Available records =
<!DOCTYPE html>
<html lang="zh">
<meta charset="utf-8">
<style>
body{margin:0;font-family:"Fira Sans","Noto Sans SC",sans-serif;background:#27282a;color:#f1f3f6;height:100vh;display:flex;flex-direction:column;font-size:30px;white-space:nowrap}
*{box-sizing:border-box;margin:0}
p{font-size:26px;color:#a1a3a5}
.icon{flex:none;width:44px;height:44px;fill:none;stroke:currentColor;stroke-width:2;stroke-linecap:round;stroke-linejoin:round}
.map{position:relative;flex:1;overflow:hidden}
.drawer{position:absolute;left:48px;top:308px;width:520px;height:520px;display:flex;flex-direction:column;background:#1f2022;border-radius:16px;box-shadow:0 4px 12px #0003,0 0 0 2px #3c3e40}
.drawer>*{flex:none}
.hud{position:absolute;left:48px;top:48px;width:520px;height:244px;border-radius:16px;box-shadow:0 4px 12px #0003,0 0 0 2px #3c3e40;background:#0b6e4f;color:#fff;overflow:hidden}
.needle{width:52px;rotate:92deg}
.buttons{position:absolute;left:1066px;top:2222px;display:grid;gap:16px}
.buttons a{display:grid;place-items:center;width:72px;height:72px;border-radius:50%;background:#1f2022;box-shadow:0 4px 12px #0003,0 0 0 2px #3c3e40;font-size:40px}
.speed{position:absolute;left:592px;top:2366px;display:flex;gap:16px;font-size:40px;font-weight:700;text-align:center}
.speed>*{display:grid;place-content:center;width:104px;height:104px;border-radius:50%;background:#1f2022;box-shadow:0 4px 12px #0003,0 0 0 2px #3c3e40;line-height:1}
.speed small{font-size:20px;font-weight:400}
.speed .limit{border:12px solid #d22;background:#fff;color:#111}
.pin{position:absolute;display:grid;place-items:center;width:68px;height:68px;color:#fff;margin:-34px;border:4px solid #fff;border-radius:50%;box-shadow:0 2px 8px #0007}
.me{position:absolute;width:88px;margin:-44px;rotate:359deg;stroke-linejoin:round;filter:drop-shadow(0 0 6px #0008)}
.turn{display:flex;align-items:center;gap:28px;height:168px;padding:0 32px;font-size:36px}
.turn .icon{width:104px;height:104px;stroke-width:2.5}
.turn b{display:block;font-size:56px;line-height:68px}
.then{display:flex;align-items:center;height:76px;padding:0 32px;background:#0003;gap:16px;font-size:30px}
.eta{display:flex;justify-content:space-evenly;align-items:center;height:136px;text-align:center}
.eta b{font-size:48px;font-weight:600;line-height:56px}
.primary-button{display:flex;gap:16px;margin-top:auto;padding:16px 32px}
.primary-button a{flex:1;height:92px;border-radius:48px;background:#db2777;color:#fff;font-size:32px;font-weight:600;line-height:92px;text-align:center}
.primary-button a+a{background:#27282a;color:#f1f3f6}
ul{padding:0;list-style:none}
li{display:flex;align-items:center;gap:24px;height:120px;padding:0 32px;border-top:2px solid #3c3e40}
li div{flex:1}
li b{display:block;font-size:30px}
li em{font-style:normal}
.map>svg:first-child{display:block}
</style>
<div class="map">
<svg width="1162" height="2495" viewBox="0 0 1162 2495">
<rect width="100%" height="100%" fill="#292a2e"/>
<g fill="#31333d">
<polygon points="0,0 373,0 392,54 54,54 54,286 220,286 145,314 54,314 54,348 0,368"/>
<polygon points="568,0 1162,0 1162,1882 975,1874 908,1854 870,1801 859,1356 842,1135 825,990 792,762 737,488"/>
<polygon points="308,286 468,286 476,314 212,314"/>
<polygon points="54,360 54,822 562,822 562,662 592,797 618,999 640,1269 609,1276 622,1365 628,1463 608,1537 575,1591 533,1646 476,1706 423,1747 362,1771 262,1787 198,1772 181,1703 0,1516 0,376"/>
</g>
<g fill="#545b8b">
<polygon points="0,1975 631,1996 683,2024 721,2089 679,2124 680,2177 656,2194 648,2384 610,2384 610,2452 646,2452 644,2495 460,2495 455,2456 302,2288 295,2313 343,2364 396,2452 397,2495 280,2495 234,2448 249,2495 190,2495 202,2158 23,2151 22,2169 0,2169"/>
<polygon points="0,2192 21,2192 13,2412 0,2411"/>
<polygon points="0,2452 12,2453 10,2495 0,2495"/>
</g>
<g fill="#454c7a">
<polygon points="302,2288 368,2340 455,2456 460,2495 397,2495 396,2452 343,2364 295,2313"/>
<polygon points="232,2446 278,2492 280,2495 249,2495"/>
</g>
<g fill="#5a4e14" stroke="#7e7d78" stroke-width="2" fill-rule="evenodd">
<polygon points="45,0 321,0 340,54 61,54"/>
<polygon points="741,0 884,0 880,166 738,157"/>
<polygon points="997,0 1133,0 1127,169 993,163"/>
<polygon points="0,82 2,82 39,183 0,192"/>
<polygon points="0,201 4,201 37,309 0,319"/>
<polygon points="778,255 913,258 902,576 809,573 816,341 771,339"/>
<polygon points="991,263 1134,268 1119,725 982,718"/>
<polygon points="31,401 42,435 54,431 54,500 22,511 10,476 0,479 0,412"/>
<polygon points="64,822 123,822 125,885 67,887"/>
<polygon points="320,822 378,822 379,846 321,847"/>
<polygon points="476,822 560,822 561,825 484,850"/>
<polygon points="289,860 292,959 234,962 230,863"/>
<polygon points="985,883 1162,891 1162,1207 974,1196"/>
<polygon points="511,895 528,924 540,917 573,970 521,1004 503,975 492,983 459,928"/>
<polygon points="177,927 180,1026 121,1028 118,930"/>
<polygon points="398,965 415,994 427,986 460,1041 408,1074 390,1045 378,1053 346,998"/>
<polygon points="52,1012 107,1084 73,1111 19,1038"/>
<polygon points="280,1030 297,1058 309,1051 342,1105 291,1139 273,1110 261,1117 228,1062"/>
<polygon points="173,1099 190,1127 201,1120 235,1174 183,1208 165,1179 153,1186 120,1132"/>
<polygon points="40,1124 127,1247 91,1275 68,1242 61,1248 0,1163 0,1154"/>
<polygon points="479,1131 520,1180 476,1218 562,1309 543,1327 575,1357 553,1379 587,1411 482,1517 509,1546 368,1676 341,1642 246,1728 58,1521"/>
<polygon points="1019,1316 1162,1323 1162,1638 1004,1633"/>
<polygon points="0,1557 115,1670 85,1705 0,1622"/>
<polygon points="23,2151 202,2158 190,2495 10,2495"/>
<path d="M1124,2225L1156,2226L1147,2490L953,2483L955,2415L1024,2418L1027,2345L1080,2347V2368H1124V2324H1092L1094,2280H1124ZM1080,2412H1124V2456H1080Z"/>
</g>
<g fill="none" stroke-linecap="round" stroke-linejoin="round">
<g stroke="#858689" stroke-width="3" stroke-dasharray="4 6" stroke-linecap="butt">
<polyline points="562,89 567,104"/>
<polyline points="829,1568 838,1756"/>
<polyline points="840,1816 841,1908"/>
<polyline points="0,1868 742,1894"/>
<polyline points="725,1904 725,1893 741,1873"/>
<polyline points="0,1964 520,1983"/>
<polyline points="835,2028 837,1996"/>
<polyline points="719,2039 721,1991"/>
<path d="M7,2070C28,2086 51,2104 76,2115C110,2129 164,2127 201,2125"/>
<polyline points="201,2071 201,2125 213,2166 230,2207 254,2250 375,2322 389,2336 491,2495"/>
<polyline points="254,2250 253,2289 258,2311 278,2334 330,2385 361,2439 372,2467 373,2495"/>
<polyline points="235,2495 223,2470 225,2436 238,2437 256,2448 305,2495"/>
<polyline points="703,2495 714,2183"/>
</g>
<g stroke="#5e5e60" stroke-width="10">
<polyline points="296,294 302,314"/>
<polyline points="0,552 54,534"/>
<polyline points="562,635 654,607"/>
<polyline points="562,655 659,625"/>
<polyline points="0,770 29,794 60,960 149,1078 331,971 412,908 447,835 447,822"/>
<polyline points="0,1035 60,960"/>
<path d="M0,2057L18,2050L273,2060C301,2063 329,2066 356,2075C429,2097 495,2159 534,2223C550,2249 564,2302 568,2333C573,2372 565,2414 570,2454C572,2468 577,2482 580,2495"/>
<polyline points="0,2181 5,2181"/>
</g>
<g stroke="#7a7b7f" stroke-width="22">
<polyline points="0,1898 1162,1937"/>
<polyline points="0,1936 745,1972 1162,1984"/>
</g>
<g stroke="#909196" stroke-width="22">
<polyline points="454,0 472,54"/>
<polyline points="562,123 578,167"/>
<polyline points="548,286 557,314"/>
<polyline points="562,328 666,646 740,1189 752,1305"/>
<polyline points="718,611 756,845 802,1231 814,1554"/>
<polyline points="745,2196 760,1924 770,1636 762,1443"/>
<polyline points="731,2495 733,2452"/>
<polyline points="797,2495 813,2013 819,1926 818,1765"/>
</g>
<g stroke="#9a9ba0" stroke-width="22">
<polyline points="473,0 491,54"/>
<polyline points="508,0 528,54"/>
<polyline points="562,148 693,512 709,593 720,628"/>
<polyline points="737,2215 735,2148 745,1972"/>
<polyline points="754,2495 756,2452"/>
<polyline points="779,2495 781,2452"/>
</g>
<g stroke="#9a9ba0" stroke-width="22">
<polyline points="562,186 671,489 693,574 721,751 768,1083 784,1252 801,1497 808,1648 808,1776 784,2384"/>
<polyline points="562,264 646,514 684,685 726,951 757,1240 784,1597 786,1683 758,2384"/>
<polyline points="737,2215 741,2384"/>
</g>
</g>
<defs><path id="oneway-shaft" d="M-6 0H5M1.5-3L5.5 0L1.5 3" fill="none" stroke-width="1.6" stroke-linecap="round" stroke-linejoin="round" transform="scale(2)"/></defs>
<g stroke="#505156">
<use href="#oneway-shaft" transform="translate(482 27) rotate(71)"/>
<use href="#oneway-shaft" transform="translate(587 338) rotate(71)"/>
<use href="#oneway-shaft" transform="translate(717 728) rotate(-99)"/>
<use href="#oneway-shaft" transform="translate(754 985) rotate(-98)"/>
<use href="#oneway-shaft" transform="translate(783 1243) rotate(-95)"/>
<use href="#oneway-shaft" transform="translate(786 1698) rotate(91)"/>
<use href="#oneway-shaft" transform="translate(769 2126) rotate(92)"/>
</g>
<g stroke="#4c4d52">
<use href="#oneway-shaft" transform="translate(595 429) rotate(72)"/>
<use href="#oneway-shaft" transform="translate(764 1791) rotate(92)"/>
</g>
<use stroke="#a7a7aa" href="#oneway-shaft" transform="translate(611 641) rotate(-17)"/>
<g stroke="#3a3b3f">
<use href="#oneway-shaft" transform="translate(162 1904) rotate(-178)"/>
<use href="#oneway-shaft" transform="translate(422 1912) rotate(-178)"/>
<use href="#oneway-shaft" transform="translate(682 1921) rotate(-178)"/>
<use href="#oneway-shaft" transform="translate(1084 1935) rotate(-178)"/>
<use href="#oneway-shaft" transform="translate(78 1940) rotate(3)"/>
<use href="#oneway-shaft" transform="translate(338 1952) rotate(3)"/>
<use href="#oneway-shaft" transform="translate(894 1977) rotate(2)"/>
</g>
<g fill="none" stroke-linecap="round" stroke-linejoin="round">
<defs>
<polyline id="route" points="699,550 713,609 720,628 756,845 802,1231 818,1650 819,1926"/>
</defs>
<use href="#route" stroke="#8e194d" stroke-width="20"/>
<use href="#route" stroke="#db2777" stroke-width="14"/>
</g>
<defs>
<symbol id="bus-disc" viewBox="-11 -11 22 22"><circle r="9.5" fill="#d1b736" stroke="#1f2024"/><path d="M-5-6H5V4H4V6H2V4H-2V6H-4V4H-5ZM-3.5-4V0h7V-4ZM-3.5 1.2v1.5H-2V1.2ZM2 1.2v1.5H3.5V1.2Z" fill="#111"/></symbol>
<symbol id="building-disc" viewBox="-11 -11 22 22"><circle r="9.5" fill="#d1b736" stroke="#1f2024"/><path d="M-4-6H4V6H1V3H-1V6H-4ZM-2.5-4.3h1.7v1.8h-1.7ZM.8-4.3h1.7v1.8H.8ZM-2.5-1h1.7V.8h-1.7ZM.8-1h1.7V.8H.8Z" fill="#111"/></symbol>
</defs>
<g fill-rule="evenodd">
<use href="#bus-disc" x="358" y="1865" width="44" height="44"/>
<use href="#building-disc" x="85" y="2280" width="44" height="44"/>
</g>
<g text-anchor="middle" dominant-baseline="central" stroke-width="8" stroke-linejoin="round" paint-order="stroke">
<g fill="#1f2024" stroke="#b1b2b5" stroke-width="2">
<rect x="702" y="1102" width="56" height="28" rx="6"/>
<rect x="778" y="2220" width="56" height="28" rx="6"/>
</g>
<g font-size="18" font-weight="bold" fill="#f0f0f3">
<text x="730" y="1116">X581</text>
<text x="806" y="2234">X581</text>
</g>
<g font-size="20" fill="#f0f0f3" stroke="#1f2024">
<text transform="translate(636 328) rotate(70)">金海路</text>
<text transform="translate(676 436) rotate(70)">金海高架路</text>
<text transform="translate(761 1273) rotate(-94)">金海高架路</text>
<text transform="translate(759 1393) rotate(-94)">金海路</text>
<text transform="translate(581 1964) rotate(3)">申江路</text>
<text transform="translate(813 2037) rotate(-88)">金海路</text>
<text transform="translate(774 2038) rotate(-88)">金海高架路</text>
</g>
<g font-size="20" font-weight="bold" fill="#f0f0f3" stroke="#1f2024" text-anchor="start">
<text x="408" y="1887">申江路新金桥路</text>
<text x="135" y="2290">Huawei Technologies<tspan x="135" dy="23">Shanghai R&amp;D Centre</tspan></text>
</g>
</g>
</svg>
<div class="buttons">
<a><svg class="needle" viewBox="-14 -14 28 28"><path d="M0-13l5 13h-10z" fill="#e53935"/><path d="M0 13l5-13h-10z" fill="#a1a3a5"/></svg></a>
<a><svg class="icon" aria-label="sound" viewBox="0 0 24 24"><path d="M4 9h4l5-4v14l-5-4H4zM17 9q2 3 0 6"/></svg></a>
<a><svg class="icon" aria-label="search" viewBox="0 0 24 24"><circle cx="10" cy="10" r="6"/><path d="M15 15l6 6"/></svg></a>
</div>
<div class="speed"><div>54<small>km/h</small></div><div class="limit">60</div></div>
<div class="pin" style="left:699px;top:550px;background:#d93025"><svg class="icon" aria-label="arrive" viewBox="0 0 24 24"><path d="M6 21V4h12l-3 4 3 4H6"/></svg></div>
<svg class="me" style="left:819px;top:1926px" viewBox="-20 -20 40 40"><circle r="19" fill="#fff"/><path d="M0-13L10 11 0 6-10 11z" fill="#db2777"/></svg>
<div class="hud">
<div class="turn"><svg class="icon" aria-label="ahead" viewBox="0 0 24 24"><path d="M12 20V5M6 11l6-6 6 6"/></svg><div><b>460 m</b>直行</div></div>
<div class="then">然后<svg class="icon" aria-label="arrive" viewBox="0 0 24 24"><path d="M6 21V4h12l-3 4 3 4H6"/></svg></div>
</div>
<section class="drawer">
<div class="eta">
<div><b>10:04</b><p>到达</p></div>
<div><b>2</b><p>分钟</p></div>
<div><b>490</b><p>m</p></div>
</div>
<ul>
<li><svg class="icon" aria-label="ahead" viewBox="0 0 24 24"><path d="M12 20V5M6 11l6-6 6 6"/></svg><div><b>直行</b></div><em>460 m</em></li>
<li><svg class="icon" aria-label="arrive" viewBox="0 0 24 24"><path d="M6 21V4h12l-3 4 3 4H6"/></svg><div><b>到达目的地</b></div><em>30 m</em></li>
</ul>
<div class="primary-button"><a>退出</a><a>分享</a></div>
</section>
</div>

Problem requirements = Within the entries, find all lines that contain "absolute" and copy each one.

Result of the exercise =
.drawer{position:absolute;left:48px;top:308px;width:520px;height:520px;display:flex;flex-direction:column;background:#1f2022;border-radius:16px;box-shadow:0 4px 12px #0003,0 0 0 2px #3c3e40}
.hud{position:absolute;left:48px;top:48px;width:520px;height:244px;border-radius:16px;box-shadow:0 4px 12px #0003,0 0 0 2px #3c3e40;background:#0b6e4f;color:#fff;overflow:hidden}
.buttons{position:absolute;left:1066px;top:2222px;display:grid;gap:16px}
.speed{position:absolute;left:592px;top:2366px;display:flex;gap:16px;font-size:40px;font-weight:700;text-align:center}
.pin{position:absolute;display:grid;place-items:center;width:68px;height:68px;color:#fff;margin:-34px;border:4px solid #fff;border-radius:50%;box-shadow:0 2px 8px #0007}
.me{position:absolute;width:88px;margin:-44px;rotate:359deg;stroke-linejoin:round;filter:drop-shadow(0 0 6px #0008)}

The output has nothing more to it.